# Action item
Go through the records, and copy each line in which the string "does" is present.

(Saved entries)
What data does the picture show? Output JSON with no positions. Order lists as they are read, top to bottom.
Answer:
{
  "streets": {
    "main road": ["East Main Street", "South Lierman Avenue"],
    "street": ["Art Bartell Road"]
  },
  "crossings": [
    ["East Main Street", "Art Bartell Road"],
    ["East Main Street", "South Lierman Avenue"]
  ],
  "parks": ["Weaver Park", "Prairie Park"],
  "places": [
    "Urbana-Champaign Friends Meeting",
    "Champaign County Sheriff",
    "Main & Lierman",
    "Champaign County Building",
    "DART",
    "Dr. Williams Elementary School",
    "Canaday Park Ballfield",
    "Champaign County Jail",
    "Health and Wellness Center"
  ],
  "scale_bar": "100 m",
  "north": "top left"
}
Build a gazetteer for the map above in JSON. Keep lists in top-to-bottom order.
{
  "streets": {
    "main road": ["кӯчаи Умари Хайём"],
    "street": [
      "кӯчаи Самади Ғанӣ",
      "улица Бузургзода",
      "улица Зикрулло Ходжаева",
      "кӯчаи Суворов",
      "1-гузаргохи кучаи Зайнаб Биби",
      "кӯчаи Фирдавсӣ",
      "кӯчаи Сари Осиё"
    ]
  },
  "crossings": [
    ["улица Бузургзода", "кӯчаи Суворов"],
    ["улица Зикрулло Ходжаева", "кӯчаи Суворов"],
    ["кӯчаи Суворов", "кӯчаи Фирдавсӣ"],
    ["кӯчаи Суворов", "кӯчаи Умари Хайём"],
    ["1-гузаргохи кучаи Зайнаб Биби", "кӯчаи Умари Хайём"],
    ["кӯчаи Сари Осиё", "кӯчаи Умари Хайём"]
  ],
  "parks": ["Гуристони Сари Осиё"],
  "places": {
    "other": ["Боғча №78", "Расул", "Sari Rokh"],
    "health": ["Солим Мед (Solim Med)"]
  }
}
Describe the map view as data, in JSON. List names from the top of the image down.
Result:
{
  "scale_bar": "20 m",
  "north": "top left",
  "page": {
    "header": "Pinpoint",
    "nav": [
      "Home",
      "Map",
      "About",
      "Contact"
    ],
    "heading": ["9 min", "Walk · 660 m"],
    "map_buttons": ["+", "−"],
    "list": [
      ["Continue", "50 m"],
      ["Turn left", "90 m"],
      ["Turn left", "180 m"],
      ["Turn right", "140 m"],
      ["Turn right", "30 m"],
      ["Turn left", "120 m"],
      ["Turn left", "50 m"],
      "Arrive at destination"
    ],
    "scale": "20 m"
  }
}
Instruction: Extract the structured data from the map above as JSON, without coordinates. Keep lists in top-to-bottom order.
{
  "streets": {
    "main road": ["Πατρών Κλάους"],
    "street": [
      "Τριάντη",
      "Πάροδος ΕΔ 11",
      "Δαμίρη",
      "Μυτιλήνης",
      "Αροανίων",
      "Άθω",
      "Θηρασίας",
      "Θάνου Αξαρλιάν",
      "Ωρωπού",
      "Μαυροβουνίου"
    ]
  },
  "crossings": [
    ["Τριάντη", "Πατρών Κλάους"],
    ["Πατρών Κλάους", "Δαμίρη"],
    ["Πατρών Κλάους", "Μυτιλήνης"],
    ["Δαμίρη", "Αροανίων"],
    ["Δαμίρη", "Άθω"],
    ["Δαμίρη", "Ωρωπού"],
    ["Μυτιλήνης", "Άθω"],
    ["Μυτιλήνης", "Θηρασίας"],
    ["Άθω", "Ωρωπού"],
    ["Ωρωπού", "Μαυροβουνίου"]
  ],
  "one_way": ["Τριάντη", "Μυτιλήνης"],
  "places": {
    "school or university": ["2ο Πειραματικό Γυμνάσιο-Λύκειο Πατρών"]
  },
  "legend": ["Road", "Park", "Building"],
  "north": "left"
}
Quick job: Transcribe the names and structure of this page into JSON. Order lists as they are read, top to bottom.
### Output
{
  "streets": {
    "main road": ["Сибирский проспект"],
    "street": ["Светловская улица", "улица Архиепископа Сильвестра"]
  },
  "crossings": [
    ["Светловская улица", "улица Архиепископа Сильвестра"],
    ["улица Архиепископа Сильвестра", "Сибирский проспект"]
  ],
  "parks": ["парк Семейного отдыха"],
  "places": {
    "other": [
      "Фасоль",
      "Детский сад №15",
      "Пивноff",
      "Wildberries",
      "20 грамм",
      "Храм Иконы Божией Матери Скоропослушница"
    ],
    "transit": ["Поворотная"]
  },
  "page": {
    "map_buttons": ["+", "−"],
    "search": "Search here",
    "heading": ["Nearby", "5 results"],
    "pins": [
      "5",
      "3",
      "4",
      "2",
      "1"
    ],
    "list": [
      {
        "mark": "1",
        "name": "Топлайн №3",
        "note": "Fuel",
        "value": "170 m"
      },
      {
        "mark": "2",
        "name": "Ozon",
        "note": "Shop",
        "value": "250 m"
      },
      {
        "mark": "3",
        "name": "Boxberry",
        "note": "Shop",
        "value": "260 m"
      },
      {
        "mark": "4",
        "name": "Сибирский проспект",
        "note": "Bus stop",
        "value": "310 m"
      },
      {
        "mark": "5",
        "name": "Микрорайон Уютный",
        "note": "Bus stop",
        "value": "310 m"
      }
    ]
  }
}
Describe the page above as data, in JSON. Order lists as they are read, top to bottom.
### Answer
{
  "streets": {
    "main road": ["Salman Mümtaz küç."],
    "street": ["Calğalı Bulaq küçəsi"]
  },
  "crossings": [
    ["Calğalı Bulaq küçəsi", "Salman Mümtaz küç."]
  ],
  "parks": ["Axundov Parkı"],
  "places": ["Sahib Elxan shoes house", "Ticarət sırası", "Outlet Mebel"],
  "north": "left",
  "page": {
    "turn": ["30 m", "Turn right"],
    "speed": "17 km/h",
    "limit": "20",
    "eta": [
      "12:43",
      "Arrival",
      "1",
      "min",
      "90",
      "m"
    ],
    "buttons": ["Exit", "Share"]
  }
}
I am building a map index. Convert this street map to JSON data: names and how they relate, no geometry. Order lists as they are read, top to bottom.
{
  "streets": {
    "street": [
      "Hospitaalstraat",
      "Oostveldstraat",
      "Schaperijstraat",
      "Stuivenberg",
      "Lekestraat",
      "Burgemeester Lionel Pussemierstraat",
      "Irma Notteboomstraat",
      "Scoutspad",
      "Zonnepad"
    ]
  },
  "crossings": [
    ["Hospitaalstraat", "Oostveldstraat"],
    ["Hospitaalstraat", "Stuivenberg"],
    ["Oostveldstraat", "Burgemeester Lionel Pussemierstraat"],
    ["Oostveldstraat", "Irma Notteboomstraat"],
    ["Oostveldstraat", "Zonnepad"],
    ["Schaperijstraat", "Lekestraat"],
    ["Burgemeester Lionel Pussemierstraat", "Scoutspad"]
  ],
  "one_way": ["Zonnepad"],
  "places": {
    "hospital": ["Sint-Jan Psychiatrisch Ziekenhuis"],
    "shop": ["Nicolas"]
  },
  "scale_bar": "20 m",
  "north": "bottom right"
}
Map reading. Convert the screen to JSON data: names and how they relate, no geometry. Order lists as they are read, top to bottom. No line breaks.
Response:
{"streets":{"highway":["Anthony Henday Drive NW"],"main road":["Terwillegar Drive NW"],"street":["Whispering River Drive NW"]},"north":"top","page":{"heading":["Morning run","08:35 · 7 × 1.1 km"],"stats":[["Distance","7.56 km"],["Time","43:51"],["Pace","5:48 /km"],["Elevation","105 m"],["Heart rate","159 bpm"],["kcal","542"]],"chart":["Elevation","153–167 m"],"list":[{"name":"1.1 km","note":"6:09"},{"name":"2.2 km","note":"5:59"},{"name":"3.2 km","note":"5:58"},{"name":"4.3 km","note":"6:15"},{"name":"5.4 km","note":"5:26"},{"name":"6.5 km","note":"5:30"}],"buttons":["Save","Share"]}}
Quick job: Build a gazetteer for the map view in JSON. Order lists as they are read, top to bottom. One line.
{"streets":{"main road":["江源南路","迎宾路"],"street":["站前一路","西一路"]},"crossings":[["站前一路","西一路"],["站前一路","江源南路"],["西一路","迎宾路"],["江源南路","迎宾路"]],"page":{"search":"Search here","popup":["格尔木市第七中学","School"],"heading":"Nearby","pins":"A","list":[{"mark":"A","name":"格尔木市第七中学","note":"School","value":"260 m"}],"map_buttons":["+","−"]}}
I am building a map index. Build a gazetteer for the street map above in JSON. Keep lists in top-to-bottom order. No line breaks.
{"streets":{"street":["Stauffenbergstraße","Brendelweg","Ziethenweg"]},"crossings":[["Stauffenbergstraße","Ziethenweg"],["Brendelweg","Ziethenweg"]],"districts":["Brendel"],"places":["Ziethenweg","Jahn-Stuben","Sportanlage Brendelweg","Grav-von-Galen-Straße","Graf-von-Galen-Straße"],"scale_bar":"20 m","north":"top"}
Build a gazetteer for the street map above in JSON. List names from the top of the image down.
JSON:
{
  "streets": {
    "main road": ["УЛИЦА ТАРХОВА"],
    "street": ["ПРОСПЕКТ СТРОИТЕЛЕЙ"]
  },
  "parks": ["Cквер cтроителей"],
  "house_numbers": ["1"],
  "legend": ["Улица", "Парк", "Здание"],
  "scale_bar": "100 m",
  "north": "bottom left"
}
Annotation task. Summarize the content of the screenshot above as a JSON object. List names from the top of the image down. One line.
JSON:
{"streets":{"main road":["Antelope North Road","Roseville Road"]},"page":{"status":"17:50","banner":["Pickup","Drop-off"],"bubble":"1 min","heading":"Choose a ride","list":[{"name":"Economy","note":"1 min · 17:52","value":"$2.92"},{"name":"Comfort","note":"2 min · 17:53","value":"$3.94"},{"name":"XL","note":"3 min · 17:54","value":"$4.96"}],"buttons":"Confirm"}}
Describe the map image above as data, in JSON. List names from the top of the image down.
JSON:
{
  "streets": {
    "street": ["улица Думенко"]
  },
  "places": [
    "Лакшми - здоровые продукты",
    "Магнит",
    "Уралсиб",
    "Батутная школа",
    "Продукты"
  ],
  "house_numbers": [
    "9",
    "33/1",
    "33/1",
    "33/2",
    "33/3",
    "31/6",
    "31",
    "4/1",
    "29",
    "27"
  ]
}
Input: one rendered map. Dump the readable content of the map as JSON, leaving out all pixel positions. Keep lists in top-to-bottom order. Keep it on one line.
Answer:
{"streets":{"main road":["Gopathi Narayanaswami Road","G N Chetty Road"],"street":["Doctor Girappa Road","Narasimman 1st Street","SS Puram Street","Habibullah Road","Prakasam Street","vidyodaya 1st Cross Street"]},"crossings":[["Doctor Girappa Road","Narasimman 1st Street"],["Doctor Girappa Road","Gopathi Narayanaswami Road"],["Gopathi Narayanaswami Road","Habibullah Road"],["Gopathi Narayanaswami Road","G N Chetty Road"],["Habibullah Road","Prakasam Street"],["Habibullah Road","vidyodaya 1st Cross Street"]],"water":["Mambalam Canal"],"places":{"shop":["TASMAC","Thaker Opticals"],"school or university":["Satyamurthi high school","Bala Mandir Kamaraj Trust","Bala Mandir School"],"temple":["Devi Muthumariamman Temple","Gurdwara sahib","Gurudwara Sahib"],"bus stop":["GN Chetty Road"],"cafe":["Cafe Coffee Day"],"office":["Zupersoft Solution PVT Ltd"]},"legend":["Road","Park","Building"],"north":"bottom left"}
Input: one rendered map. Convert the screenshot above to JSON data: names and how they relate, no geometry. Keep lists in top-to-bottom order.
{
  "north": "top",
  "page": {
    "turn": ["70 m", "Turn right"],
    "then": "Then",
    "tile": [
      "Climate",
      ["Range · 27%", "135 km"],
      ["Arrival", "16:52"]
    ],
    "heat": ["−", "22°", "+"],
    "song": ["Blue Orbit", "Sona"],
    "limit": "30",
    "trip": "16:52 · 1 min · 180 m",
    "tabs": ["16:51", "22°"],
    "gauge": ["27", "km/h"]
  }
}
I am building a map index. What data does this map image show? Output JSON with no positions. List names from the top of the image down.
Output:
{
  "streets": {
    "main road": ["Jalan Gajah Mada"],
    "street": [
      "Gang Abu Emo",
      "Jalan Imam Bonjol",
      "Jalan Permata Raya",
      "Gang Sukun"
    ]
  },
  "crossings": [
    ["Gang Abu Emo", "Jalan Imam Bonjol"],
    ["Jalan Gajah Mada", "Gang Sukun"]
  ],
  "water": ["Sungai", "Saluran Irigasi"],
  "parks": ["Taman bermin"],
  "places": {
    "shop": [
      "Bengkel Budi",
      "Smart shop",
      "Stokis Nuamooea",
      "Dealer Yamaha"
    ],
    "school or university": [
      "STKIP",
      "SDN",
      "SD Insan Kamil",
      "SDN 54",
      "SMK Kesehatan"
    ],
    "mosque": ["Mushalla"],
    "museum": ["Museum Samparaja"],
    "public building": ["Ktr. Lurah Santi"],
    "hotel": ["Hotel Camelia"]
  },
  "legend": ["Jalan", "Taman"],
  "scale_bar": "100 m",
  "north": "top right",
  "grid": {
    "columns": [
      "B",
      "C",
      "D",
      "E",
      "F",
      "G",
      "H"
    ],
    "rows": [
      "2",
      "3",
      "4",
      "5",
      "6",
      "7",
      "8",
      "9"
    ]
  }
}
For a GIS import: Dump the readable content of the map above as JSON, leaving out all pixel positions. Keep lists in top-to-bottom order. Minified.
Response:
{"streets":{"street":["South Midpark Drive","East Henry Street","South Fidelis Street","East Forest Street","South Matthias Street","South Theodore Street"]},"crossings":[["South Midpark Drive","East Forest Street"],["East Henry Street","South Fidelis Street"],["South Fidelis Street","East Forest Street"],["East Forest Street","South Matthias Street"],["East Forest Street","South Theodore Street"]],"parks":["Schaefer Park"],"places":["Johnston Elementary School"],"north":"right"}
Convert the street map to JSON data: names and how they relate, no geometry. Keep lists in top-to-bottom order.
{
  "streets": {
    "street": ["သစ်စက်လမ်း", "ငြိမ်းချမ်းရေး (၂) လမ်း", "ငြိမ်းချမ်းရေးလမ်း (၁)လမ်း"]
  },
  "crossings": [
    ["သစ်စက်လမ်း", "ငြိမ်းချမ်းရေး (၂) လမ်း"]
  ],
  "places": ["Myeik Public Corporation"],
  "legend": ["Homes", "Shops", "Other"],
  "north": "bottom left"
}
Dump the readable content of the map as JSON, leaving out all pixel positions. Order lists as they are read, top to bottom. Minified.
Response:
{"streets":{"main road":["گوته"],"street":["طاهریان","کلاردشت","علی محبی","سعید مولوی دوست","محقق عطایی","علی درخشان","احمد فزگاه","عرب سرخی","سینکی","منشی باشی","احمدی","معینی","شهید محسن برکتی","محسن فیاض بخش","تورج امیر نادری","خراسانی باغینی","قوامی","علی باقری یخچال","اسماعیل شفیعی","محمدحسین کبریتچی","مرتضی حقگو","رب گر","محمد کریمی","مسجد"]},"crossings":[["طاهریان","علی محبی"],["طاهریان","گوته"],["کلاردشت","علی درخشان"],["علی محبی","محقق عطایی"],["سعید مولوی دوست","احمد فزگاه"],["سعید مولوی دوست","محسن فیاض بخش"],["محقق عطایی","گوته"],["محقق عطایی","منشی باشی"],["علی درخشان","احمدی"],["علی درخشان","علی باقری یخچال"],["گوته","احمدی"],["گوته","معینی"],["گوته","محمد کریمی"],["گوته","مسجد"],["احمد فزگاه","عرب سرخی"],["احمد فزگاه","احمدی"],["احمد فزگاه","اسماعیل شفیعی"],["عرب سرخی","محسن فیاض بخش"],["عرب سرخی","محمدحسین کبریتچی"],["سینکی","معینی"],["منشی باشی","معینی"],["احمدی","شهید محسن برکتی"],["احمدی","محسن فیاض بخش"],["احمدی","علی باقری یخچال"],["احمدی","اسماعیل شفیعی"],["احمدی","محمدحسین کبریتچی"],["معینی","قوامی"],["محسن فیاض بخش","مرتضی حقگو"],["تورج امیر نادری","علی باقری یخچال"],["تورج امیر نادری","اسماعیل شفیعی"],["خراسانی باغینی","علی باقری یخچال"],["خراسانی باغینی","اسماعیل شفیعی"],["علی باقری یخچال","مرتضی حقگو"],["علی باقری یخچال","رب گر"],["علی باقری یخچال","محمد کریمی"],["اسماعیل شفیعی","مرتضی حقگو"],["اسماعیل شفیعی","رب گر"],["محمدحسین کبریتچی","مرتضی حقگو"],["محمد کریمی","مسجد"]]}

# Response
What data does the picture show? Output JSON with no positions. Order lists as they are read, top to bottom.
I am building a map index. What data does this map image show? Output JSON with no positions. List names from the top of the image down.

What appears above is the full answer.